In 2013, the Supreme Court handed down an important ruling concerning the statute of limitations in civil enforcement actions in which the SEC seeks civil monetary penalties. In Gabelli v. SEC, the Justices unanimously ruled that the five-year statute of limitations from 28 U.S.C. § 2462 applies to such actions and that the “discovery rule” does not extend—or “toll”—that period.
Although the outcome in Gabelli was not particularly controversial, the implications of the decision have been hotly contested in In re Matter of Timbervest LLC et al. In 2013, the SEC charged Timbervest, a registered investment advisor in Atlanta, Georgia, which manages more than $1B in timber-related investments, and its principals, with having engaged in unauthorized and undisclosed transactions in 2006 and 2007 at the expense of their clients.

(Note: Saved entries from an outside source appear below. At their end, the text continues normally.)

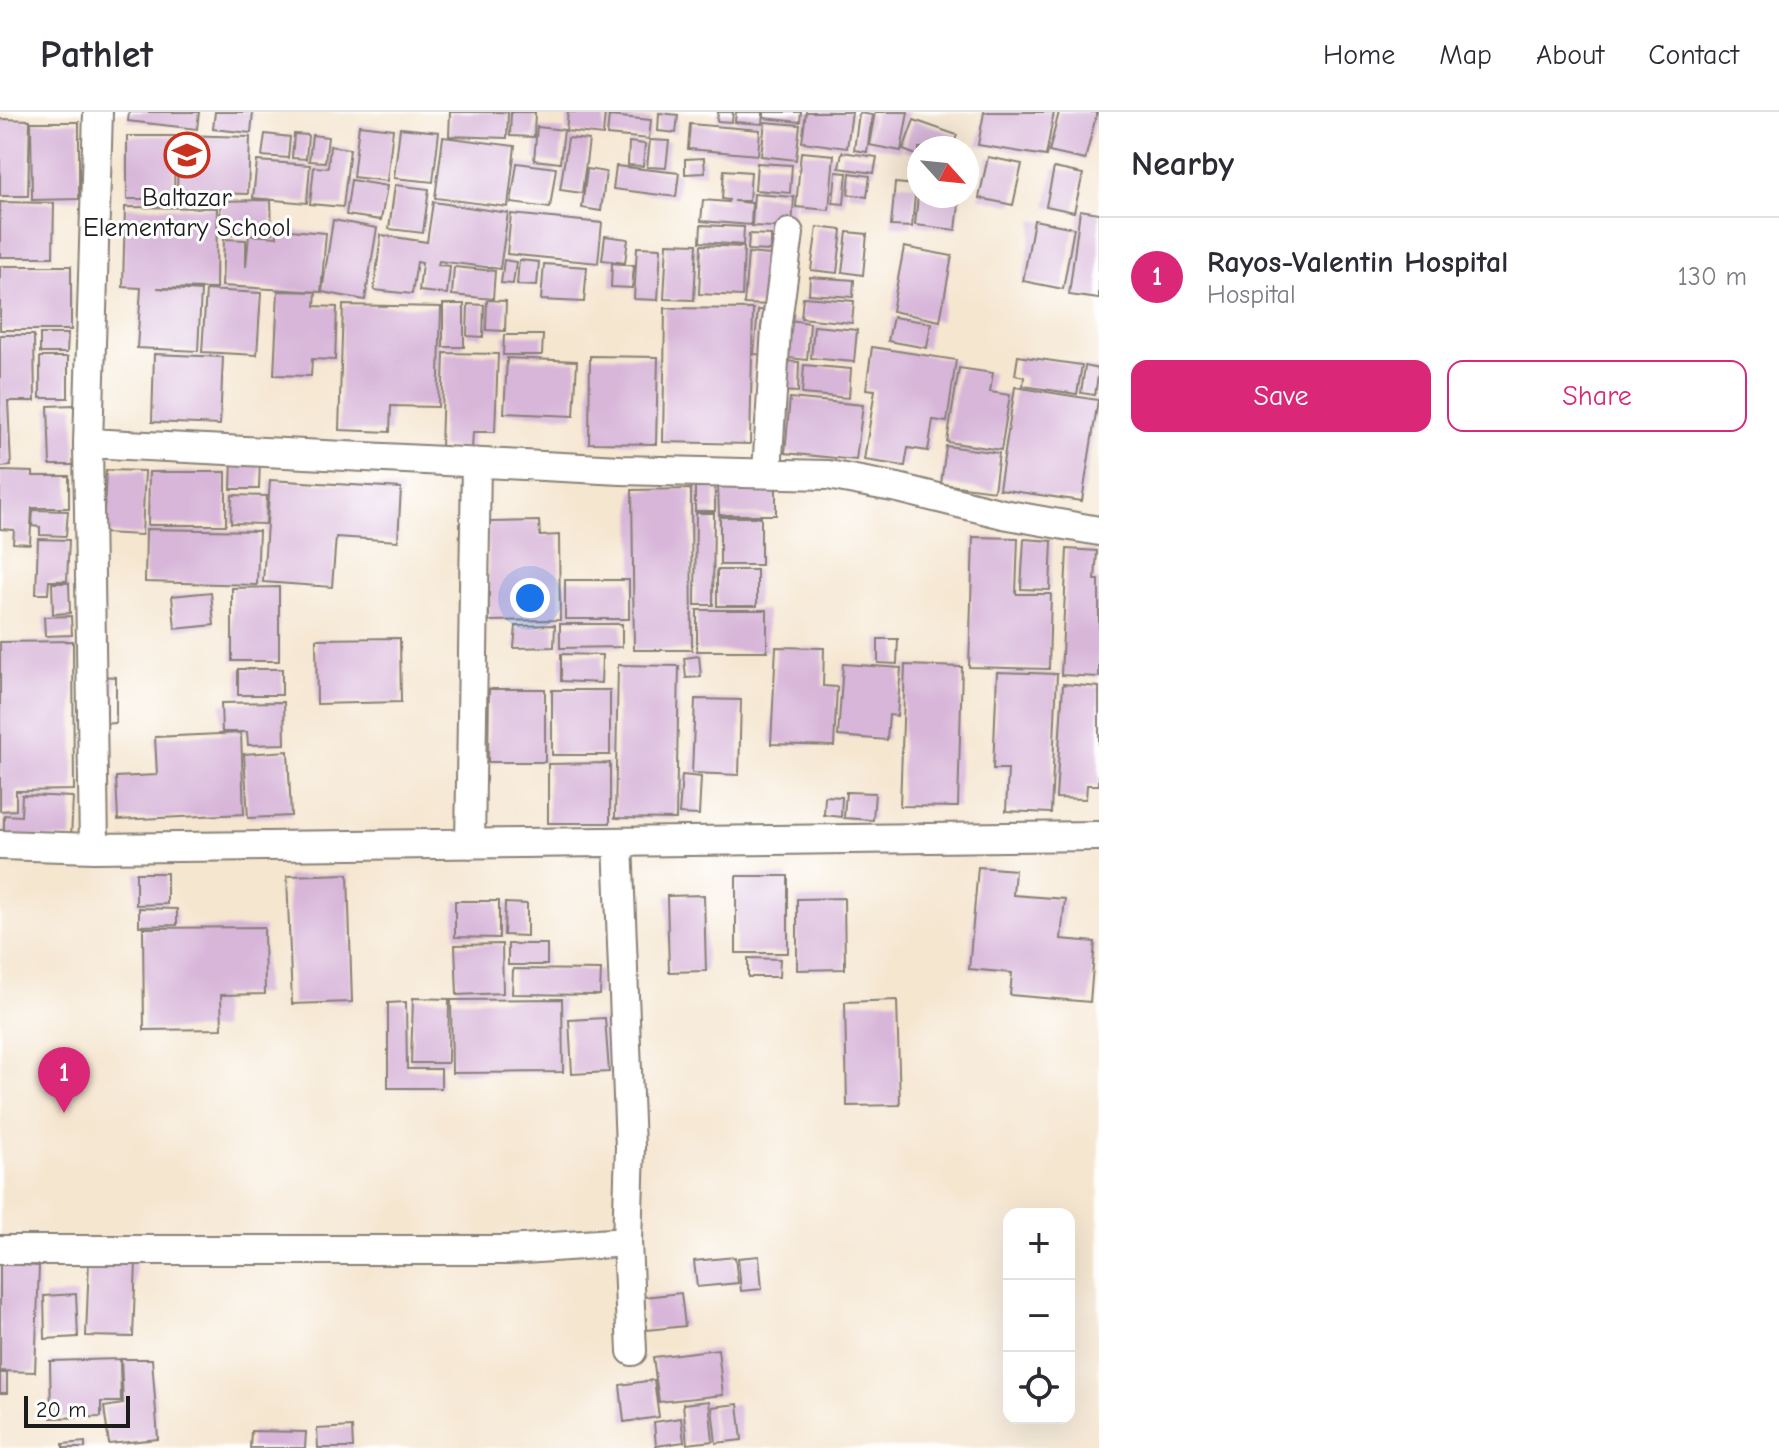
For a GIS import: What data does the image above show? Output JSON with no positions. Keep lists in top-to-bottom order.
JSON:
{
  "places": {
    "school or university": ["Baltazar Elementary School"]
  },
  "scale_bar": "20 m",
  "north": "bottom right",
  "page": {
    "header": "Pathlet",
    "nav": [
      "Home",
      "Map",
      "About",
      "Contact"
    ],
    "heading": "Nearby",
    "list": [
      {
        "mark": "1",
        "name": "Rayos-Valentin Hospital",
        "note": "Hospital",
        "value": "130 m"
      }
    ],
    "buttons": ["Save", "Share"],
    "pins": "1",
    "map_buttons": ["+", "−"],
    "scale": "20 m"
  }
}
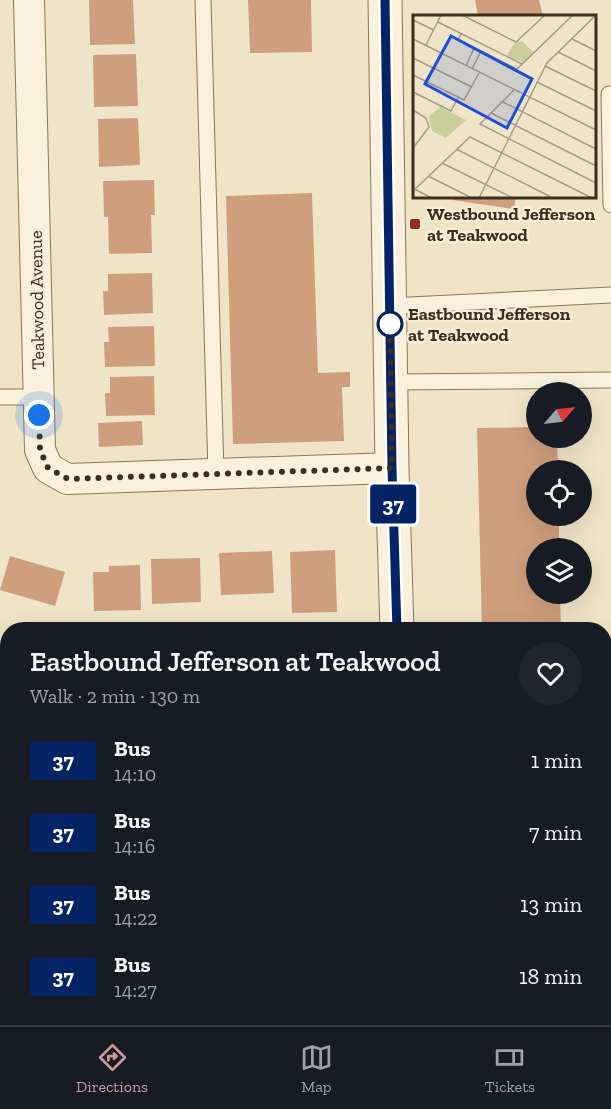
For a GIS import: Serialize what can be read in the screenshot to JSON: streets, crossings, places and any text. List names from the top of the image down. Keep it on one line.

Timbervest denied those charges and argued that the civil enforcement action, which sought significant financial penalties, was time-barred by the five-year statute of limitations.
On August 20, 2014, ALJ Cameron Elliott issued his initial decision, effectively splitting Gabelli’s baby. The judge found that, in fact, Timbervest and its executives had violated federal securities laws, specifically Sections 206(1) and 206(2) of the Investment Advisers Act, and he ordered that they pay nearly $1.9M in disgorgement plus pre-judgment interest. The judge declined, however, to revoke Timbervest’s registration or to bar any of the individual respondents from associating with Timbervest (or any other registered investment adviser).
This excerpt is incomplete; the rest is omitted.